At least those were the concerns when the region was at its peak two to three hundred years ago. Today, perhaps the best thing about this sleepy little village is Sterna, a small shop that takes its name from the ancient well that dominates its interior. Here, Thucydides Papageorgiou and his family have resuscitated some of the local delicacies that started to disappear as more and more people began to leave the countryside in the 1970s. Daughter Elli bakes traditional cookies and biscuits, as well as a delicious sausage-shaped confection called sbecky, made with strung walnuts dipped again and again into a mixture of grape-must syrup and flour until it congeals around them like jelly. The Papageorgious also sell local honeys, dried wild herbs, and Vassilis’s dried mushrooms. We stocked up on some homemade wine, spoon sweets, and liqueurs and headed back out on the twisting roads.

After languorous Zagori, Ioannina, one of Greece’s quaintest provincial cities, felt like another world. We spent a few days exploring its many tavernas and cafés, as well as the zacharoplasteia (pastry shops) for which it has long been famous. At a café overlooking Lake Ioannina, we shared dense baklava and kataifi made with the region’s mountain honey, redolent of pine, sage, chestnuts, and heather, depending on the time of year it is harvested. The pastry tradition up here is one in which syrupy, nut-studded phyllo desserts figure prominently, mainly because for several generations the local boys often went off to Poli—Constantinople, or present-day Istanbul—to apprentice with the city’s pâtissiers.

Wandering along Ioannina’s main drag, you can’t help but notice all the silver, copper, and bronze wares—everything from water pitchers to elaborate belt buckles—jangling from the shops, bearing witness to the city’s past as a bustling trade center known primarily for its metalsmiths. The old city, contained within the walls that Ali Pa_a, the “Lion of Ioannina,” built when he was overlord here during the late 18th and early 19th centuries, is filled with lean Ottoman-era houses, narrow, winding cobbled streets, and the fortress itself, its slim minarets lending an anachronistic Eastern air to the old part of town.

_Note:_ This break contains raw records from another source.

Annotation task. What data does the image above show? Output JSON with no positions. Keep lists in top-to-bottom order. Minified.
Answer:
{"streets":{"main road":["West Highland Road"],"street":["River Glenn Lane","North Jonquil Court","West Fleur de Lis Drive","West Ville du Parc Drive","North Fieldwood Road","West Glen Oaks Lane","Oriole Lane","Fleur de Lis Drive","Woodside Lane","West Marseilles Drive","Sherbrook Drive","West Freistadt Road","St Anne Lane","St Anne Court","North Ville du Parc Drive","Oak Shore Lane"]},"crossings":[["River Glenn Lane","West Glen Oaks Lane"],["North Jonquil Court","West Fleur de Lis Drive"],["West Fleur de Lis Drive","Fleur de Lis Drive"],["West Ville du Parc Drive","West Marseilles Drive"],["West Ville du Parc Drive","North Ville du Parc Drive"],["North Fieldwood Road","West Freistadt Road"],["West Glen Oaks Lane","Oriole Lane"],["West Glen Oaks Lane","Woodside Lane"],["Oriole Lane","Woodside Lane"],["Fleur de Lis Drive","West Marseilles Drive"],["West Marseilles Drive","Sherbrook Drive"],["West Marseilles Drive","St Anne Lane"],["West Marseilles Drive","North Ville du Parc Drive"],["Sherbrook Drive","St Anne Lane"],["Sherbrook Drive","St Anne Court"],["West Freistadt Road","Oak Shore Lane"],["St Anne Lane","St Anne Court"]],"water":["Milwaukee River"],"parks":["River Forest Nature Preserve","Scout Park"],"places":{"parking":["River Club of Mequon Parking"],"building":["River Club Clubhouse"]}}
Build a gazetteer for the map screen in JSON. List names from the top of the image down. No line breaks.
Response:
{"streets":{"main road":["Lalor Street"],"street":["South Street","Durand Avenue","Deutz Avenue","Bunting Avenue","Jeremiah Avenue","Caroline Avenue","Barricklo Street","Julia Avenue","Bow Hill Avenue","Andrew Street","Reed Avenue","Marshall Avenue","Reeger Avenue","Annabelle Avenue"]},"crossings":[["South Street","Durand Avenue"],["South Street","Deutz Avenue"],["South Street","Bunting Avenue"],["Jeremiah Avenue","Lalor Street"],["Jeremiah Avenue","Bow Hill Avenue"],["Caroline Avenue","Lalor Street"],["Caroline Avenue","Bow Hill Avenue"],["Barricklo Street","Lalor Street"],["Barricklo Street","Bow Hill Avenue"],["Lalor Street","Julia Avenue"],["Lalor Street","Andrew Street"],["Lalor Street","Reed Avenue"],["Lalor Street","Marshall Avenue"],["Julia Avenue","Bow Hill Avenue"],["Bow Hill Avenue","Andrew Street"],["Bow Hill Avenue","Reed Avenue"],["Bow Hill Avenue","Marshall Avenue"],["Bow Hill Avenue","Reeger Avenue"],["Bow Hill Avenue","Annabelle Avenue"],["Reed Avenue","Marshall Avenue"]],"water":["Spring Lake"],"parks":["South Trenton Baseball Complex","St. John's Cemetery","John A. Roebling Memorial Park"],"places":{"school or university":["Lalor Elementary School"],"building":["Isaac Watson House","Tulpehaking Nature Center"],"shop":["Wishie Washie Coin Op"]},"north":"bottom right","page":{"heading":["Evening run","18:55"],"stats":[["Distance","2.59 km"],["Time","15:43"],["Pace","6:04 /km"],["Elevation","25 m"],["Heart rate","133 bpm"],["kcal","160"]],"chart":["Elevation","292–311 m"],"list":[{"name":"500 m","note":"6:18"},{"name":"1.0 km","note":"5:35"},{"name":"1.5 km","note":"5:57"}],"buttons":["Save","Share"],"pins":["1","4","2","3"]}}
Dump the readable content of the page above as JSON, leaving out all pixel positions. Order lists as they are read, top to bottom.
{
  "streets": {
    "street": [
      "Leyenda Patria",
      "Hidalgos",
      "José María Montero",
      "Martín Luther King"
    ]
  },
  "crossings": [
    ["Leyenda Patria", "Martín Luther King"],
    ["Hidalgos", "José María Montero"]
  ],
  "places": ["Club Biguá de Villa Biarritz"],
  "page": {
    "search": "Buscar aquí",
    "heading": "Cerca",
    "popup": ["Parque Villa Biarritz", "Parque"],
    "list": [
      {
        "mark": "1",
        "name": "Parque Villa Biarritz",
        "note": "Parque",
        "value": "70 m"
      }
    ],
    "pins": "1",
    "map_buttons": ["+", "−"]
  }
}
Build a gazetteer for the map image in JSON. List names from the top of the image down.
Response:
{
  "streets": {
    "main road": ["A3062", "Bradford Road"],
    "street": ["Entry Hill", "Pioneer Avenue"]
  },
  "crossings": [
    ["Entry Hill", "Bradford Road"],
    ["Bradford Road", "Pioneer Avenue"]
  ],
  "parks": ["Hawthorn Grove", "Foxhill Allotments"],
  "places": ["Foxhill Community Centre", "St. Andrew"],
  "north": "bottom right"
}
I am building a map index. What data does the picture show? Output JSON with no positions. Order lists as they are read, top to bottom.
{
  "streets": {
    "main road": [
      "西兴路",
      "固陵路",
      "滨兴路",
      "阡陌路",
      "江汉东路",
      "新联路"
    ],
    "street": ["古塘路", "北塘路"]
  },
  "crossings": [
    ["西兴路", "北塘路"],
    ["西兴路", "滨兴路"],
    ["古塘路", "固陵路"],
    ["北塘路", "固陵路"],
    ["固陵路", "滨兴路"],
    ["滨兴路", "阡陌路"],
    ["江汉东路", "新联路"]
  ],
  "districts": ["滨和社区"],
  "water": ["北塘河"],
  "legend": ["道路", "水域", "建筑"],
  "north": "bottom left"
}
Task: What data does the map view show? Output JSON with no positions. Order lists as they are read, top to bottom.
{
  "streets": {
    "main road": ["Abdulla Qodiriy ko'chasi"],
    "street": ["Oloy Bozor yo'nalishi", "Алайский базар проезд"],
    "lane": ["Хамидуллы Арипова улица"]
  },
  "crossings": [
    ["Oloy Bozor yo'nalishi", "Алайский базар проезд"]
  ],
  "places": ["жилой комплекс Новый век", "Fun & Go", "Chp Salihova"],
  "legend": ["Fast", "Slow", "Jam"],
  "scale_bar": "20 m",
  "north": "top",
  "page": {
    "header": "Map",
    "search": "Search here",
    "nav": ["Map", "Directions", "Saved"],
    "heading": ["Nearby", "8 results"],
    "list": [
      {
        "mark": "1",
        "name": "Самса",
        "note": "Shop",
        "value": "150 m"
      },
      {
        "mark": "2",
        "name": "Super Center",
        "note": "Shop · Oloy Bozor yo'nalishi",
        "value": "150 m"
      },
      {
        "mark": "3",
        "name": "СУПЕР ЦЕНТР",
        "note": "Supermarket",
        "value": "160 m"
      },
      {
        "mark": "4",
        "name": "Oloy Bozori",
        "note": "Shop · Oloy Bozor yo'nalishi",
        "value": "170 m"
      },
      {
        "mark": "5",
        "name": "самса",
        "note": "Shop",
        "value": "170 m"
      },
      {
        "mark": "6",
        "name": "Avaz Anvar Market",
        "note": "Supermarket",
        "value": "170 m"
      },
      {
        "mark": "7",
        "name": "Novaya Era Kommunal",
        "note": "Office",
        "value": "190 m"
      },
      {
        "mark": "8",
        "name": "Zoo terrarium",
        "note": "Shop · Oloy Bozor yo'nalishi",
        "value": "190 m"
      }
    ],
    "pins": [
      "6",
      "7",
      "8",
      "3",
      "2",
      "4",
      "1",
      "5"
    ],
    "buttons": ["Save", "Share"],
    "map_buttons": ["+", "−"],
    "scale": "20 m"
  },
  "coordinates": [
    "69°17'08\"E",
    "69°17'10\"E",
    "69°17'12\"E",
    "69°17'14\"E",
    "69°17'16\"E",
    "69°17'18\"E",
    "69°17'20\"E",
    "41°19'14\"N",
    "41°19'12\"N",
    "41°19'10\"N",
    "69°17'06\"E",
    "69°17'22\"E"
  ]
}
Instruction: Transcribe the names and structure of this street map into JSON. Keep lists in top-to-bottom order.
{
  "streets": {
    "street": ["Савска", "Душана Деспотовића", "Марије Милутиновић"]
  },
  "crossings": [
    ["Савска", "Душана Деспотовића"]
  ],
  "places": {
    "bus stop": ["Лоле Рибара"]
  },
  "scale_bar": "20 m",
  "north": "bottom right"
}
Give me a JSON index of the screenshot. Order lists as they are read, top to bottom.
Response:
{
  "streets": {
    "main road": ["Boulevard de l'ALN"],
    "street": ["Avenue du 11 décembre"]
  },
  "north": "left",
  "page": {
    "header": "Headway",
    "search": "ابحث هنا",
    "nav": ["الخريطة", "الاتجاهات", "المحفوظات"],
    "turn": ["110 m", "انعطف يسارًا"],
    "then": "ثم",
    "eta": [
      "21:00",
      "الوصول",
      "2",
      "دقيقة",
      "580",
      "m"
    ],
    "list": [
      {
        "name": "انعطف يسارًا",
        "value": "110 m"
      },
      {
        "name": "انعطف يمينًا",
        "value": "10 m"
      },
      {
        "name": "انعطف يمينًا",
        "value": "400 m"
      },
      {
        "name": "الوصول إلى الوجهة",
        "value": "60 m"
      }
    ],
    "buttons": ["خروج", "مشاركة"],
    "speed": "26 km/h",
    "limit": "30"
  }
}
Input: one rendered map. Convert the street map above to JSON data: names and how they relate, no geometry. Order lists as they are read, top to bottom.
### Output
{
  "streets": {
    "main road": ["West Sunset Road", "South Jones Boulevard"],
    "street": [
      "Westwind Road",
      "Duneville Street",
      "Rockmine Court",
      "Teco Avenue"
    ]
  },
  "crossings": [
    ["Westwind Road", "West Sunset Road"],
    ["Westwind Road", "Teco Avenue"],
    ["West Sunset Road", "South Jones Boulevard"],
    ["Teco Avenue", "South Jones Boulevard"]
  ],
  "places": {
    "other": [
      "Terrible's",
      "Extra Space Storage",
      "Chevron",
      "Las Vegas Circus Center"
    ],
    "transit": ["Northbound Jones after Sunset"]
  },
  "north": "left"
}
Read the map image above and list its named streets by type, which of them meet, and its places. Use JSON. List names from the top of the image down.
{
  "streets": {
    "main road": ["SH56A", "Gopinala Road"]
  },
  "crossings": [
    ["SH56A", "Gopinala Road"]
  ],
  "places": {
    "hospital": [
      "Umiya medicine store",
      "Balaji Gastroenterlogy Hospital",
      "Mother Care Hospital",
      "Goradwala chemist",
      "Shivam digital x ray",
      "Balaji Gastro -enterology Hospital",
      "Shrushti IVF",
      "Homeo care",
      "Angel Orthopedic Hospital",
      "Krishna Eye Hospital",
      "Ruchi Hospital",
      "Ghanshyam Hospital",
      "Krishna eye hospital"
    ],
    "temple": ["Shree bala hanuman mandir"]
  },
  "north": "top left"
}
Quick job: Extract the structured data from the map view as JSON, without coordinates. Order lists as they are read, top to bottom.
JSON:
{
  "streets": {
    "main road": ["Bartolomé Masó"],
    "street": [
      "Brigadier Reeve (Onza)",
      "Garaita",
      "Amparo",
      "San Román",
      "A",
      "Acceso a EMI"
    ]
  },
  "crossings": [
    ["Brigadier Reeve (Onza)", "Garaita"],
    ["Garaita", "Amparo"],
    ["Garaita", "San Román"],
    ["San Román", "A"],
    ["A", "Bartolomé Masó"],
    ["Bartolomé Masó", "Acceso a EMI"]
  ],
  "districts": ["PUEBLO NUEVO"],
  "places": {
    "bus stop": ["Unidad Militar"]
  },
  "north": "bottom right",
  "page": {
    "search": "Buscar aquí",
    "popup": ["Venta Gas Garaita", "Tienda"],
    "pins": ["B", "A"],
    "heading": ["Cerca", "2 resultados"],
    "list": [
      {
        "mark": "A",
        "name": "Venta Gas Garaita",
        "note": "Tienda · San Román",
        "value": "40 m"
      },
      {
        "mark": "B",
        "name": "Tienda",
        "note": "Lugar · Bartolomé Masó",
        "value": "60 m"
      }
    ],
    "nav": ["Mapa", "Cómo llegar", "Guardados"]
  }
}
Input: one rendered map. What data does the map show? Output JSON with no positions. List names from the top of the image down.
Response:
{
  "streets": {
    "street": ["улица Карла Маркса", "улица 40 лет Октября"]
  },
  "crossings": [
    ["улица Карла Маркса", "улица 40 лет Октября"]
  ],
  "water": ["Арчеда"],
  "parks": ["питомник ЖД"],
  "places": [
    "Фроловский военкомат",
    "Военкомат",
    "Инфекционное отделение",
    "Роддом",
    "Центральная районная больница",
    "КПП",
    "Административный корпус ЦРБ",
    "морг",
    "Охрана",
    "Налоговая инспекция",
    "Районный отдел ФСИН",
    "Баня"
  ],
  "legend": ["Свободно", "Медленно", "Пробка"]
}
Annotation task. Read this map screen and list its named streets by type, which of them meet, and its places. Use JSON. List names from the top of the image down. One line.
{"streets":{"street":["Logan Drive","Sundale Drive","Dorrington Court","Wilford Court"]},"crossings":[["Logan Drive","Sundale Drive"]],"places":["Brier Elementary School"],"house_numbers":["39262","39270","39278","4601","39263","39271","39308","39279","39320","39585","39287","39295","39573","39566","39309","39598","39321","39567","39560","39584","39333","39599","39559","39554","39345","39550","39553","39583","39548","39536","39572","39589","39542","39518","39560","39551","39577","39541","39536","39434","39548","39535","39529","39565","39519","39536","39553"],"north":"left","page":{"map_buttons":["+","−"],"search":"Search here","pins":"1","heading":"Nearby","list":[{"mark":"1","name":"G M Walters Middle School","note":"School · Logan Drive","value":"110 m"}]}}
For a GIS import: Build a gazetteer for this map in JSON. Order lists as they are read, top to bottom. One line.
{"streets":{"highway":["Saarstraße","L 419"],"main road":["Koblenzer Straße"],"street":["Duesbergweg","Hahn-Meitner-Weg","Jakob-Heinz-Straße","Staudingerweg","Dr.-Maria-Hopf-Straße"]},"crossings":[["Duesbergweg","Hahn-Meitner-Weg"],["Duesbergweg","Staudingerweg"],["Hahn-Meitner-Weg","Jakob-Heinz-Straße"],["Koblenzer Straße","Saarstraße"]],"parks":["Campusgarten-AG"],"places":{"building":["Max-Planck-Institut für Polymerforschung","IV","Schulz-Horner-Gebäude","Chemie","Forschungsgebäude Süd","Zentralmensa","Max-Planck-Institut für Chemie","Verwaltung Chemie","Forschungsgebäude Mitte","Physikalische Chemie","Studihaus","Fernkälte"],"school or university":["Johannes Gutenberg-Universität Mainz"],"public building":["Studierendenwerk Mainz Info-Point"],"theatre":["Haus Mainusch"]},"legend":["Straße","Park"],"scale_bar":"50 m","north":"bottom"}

We bought a ticket for the small ferry that chugs back and forth every half hour or so to To Nisi, the tiny island that looms from the fog that seems always to be hovering over the lake. Disembarking with island denizens (just a few dozen families call it home), excursion-thirsty locals, and other curious tourists, we proceeded to walk the entire island in 20 minutes, then relaxed over a lunch of batter-fried frogs’ legs and sweet water crabs with walnut-garlic sauce—culinary claims to fame available at any of To Nisi’s handful of small tavernas.

Driving east out of the city, we were two hours on hairpin turns before arriving, harried, in Metsovo. It’s easy to see, amid the dense oak and chestnut forests, why this part of the country has long been known for its wood craftsmen. There aren’t many left today, but we were determined nonetheless to seek out the dying art of the barrelmakers whose creations are responsible for the smokiness that gives Greece’s world-renowned feta so much of its cachet.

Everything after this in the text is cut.